A friend of mine gave me 8 lbs of ground deer meat. The label says it is mixed with pork although I don't know to what proportion. I have have a Hi Mountain beef sausage kit that I have used before using beef only but I am not wild about the results. I found this recipie online and was wondering if anyone could help me expand/improve upon it.

 

Deer Sausage

For best results deer meat should be mixed with pork back fat, bacon or fatty pork trimmings.

Meats Metric US
deer meat 500 g 1.10 lb.
pork belly (bacon) 500 g 1.10 lb.

Ingredients per 1000g (1 kg) of meat

salt 18 g 3 tsp.
Cure #1 2.5 g ½ tsp.
pepper 2.0 g 1 tsp.
mustard, ground 2.0 g 1 tsp.
marjoram, dry 3.0 g 2 tsp.
garlic 7.0 g 2 cloves
cold water 100 g ⅜ cup

Instructions

  1. Grind all meats and fat through a 3/8” (10 mm) plate.
  2. Mix ground meat with all ingredients adding water.
  3. Stuff tightly into 32-36 mm hog casings. Make 6” long links.
  4. Hang overnight in a cool place.
  5. Preheat smoker to 130º F, (54º C) then apply hot smoke for 2-3 hours. In the last hour of smoking start slowly increasing the temperature to about 170º F, (77º C)
  6. Preheat smoker to 130º F, (54º C) then apply hot smoke for 2-3 hours. In the last hour of smoking start slowly increasing the temperature to about 170º F, (77º C).
  7. Stop cooking when internal meat temperature is 160º F, (71º C).
  8. Shower sausages with cold water and hang them to further cool down.
  9. Store in refrigerator.

Notes

Sausage does not need to be smoked. After stuffing the sausage may be cooked for 40 minutes in hot water (176º F, 80º C).

 

 

Should I just go with this or does someone have other suggestions?

post #2 of 7

I'm not an expert on this, but I would say the recipe looks pretty good.

 

The smoking part in #5 (duplicated in #6) I would change a bit.

I would put it in the smoker at 130˚ for the first hour, without smoke to form a pellicle.

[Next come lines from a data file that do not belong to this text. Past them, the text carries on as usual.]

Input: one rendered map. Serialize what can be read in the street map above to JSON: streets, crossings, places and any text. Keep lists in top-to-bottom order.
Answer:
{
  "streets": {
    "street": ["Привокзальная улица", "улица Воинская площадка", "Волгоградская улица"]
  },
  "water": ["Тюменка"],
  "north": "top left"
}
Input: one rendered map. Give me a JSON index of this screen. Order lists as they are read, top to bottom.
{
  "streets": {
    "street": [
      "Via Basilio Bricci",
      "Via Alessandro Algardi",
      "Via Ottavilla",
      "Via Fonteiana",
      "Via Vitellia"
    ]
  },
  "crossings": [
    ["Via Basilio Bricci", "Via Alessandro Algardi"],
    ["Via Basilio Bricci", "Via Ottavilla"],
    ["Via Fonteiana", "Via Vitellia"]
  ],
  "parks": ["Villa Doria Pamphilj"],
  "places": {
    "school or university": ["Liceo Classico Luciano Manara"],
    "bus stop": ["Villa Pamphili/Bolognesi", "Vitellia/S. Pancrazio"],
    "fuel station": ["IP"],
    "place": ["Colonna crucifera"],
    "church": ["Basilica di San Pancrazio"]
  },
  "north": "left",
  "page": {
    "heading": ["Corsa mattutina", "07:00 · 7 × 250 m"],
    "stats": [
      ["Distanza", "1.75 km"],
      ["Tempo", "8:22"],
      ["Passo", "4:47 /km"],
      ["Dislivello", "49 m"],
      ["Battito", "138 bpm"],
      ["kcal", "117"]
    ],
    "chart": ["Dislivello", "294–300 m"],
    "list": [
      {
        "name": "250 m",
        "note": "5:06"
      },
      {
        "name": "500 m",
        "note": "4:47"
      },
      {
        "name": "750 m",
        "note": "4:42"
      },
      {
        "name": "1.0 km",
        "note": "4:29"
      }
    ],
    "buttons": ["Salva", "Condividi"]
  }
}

Also at those temps in #5, I believe it would take longer than 3 hours to get to 160˚ internal, and if you stop at 170˚, it will really take a long time, because the smoker temp is too close to the target IT.

 

As for #4, Some do that, but personally I would put it in the fridge over night (36˚ to 40˚), before smoking.

 

Others can probably help you more than I, on this one.

 

 

Bear

post #3 of 7
Thread Starter 

I think I see why their time is so short. This is calling for 32mm hog casings where I, and maybe you, were thinking the large fibrous casings. I want to make the kind of deer sausage my hunter friends bring to work after a successful hunt. It had whole peppercorns in it, sometimes cheese and japs and was about 2 times the diameter of a ritz cracker. Anyone know what I am talking about?

post #4 of 7
Quote:
Originally Posted by GaryC View Post

I think I see why their time is so short. This is calling for 32mm hog casings where I, and maybe you, were thinking the large fibrous casings. I want to make the kind of deer sausage my hunter friends bring to work after a successful hunt. It had whole peppercorns in it, sometimes cheese and japs and was about 2 times the diameter of a ritz cracker. Anyone know what I am talking about?



Yup

 

Those are 3" x 18" fibrous bologna casings You can also get 4" and 6" but you better have some good size stuffing tubes.

 

Sounds like your wanting venison Summer Sausage. Ring Bologna or Bologna.

 

The recipe your showing looks like a smoked venison link.

post #5 of 7

I think your internal temp is to high. 153 is more than adequate.

I do not understand your aversion to hi mtn as that is my favorite. I do add to it such as more garlic and hot peppers. I also would put in fridge over night stuffed in casings. Yes it take a long time to bring to internal temp when set at 170 but doing correctly takes time and it is well worth the time.

 

Karl

 

post #6 of 7

Note: Most people go to an internal temp of 160˚ (some even go to 165˚), because all of the pieces don't finish exactly the same. If a few of them read 160˚, they should all be over 152˚.

 

 

Bear

 

post #7 of 7

It sounds like your friends at work are bringing summer sausage to you. The hi-mountain summer sausage kits are great and you can add jalapenos and cheese to it. I have made several batches of venison summer sausage using these kits. The kits cost about 15.00 and have everything you need except the meat.